***** Dataset

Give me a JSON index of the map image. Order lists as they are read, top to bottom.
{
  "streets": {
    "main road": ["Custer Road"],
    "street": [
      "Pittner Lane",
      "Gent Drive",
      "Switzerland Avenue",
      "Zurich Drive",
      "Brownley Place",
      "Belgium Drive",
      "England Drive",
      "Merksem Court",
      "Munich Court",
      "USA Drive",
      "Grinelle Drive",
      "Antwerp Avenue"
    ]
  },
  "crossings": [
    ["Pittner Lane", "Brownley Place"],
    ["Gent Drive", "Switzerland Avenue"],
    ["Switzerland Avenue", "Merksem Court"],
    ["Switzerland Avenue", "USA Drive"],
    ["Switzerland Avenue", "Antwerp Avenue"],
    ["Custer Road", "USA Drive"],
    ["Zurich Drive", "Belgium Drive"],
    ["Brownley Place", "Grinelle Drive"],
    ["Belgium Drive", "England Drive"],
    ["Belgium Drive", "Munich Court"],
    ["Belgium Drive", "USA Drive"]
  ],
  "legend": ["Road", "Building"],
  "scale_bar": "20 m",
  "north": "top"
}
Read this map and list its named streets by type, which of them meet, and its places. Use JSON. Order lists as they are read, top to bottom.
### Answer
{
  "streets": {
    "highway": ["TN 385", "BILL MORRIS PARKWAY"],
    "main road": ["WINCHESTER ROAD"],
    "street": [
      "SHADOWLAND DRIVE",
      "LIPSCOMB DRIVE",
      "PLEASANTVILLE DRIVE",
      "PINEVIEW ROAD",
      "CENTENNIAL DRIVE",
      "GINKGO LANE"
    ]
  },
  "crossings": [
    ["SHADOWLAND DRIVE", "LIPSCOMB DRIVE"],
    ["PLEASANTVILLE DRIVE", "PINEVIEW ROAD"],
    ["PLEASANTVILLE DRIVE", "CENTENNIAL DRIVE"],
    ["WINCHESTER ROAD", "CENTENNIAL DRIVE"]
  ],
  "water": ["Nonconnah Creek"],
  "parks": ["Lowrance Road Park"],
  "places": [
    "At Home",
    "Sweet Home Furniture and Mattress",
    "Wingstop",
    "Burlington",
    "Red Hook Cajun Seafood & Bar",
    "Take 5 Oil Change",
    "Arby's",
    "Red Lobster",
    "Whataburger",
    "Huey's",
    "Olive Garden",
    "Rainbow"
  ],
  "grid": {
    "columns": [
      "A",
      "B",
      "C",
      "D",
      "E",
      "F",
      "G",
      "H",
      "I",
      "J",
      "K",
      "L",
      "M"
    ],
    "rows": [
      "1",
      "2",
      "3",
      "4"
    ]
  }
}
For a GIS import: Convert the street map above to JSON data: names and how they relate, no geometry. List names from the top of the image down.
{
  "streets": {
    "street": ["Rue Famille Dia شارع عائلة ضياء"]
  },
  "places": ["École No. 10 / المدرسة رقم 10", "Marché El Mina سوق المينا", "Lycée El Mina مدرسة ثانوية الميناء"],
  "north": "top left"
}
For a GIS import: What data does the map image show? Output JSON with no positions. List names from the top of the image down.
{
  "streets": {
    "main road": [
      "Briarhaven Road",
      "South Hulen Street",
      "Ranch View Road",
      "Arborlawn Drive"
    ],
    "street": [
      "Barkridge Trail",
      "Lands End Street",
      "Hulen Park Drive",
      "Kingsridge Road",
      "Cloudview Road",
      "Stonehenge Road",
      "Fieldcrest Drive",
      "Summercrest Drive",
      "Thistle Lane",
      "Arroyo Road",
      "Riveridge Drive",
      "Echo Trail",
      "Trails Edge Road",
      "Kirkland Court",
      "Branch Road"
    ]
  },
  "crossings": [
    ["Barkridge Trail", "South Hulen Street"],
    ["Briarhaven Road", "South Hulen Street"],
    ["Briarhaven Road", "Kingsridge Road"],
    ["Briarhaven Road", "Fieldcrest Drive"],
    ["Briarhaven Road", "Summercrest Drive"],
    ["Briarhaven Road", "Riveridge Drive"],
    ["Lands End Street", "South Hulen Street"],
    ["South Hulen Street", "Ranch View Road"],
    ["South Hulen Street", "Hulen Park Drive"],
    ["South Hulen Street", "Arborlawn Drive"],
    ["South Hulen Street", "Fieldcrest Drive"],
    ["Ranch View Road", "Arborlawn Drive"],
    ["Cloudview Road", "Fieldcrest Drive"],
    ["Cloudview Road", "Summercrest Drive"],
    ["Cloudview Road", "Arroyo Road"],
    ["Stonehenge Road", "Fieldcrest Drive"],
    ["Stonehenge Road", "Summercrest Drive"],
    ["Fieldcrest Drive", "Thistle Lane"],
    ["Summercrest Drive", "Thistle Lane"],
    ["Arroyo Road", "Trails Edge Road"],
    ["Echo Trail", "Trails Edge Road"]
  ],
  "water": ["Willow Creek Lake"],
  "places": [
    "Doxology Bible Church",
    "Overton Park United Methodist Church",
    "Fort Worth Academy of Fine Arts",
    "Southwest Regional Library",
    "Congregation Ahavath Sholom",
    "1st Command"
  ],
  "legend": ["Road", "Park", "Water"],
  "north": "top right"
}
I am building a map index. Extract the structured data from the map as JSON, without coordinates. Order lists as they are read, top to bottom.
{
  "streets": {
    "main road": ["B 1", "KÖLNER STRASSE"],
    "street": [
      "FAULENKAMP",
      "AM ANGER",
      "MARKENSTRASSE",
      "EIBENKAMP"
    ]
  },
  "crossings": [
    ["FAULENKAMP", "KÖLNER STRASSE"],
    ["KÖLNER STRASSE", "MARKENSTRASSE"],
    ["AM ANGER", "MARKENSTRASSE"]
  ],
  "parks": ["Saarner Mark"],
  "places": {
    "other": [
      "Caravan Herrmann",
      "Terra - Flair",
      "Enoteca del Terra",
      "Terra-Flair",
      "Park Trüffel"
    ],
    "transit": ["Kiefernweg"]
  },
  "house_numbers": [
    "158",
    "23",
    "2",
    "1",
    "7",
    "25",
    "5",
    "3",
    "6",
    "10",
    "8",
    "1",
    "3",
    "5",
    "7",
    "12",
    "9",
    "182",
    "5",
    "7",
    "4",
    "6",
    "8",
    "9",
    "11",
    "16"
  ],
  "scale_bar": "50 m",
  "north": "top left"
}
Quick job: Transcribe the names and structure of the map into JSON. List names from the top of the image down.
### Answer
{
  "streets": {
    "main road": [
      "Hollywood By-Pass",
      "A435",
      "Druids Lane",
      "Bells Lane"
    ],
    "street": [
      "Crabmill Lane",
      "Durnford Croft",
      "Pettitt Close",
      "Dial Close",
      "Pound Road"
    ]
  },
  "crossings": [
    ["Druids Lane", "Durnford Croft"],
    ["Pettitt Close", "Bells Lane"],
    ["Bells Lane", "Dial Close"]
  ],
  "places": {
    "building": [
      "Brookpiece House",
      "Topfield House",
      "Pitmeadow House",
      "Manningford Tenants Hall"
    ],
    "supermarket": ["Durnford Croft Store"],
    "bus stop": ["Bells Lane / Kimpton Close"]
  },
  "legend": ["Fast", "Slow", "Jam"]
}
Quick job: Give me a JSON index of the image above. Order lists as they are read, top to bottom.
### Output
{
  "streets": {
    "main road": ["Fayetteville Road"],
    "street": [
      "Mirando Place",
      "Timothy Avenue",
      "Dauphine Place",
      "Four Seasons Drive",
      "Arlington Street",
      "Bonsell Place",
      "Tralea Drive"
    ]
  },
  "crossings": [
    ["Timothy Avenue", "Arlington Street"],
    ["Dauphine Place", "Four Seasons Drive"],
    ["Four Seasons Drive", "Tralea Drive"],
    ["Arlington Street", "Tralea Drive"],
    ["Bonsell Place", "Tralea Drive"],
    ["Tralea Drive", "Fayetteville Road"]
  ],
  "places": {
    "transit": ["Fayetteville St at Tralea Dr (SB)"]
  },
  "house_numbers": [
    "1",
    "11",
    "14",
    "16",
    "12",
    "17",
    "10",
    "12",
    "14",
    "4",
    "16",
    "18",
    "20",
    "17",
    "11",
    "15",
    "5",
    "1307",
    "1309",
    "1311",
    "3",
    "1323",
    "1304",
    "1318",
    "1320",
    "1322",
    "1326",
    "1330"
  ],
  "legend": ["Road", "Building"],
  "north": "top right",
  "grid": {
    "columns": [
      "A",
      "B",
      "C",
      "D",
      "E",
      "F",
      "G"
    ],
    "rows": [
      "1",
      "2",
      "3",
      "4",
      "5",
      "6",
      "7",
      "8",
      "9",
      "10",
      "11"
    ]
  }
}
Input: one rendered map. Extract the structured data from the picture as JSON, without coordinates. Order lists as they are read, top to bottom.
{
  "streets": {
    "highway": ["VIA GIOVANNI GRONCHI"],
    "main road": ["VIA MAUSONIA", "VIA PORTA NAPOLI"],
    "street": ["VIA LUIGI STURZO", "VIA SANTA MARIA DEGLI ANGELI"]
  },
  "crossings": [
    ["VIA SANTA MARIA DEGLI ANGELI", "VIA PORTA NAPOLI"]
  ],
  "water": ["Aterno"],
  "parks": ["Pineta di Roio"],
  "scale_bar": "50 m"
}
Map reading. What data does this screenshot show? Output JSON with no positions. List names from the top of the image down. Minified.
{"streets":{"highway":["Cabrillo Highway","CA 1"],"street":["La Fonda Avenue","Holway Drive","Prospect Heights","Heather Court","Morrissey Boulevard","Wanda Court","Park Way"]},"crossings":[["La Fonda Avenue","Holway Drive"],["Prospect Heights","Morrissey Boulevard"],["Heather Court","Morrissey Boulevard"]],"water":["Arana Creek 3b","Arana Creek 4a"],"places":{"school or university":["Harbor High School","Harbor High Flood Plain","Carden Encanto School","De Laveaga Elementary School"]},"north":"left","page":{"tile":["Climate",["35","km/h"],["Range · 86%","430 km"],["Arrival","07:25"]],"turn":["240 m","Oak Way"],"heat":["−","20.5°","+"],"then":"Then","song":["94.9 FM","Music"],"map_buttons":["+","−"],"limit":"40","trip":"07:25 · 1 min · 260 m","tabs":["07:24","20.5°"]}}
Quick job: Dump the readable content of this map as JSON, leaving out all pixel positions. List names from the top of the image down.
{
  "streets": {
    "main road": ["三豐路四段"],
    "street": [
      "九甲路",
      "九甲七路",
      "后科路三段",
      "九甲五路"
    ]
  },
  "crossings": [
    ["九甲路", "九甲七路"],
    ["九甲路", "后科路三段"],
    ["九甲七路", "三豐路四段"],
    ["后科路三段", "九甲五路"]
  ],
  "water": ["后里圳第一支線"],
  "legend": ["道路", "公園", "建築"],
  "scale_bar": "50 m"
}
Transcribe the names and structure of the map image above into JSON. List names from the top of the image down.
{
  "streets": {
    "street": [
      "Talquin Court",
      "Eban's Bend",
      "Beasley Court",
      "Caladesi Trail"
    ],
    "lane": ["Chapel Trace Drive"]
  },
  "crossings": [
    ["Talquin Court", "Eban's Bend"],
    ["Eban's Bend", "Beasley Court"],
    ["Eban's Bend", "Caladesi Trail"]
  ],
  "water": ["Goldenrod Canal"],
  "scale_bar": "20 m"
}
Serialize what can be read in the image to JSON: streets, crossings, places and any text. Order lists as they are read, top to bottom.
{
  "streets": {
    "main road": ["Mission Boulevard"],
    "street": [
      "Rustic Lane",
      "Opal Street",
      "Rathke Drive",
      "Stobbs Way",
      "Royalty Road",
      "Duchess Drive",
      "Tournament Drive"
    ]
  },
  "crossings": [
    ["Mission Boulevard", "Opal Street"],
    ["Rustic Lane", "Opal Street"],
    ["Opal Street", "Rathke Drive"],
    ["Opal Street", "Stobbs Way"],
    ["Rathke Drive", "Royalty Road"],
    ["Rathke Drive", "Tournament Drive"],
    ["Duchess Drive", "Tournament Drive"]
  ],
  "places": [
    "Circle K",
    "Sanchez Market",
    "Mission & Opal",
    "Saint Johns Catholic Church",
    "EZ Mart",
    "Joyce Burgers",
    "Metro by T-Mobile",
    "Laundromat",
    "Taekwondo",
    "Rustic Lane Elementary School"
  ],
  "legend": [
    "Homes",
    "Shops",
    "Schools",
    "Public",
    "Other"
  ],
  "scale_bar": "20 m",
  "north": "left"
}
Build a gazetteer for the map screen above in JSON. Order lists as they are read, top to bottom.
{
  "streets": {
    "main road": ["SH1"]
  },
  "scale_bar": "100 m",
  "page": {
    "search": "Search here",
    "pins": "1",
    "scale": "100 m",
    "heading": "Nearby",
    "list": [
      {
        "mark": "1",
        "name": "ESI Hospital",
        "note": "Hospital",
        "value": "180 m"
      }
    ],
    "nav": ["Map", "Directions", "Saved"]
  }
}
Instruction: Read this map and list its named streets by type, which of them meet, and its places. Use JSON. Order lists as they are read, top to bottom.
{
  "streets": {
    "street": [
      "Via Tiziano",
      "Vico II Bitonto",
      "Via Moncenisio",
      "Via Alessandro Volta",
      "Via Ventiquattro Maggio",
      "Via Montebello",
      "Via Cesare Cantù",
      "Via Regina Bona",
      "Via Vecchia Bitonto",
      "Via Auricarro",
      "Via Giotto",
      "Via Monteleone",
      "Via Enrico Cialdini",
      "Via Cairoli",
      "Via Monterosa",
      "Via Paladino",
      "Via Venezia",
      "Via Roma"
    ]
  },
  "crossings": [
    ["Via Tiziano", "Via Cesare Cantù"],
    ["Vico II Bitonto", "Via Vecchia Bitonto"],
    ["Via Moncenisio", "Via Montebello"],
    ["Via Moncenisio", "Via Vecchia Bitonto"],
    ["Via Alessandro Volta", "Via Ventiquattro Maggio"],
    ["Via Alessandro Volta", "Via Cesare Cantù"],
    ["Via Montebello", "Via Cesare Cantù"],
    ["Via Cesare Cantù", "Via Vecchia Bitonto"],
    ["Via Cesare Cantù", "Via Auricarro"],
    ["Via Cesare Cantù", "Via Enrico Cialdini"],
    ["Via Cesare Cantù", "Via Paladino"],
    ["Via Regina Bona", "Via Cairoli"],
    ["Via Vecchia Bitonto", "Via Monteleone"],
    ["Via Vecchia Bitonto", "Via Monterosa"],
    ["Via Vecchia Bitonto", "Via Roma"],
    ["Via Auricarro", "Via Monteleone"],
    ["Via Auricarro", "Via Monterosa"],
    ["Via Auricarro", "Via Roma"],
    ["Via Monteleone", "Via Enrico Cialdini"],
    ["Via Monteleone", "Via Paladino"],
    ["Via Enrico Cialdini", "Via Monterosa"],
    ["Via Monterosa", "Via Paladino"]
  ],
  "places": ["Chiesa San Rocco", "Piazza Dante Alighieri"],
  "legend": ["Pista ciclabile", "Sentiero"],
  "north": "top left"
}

**********

* Your objective
Give back the records above exactly, limited to the lines between the one holding "Quick job: Transcribe" and the one holding "Quick job: Give", inclusive.

* Output of the task
Quick job: Transcribe the names and structure of the map into JSON. List names from the top of the image down.
### Answer
{
  "streets": {
    "main road": [
      "Hollywood By-Pass",
      "A435",
      "Druids Lane",
      "Bells Lane"
    ],
    "street": [
      "Crabmill Lane",
      "Durnford Croft",
      "Pettitt Close",
      "Dial Close",
      "Pound Road"
    ]
  },
  "crossings": [
    ["Druids Lane", "Durnford Croft"],
    ["Pettitt Close", "Bells Lane"],
    ["Bells Lane", "Dial Close"]
  ],
  "places": {
    "building": [
      "Brookpiece House",
      "Topfield House",
      "Pitmeadow House",
      "Manningford Tenants Hall"
    ],
    "supermarket": ["Durnford Croft Store"],
    "bus stop": ["Bells Lane / Kimpton Close"]
  },
  "legend": ["Fast", "Slow", "Jam"]
}
Quick job: Give me a JSON index of the image above. Order lists as they are read, top to bottom.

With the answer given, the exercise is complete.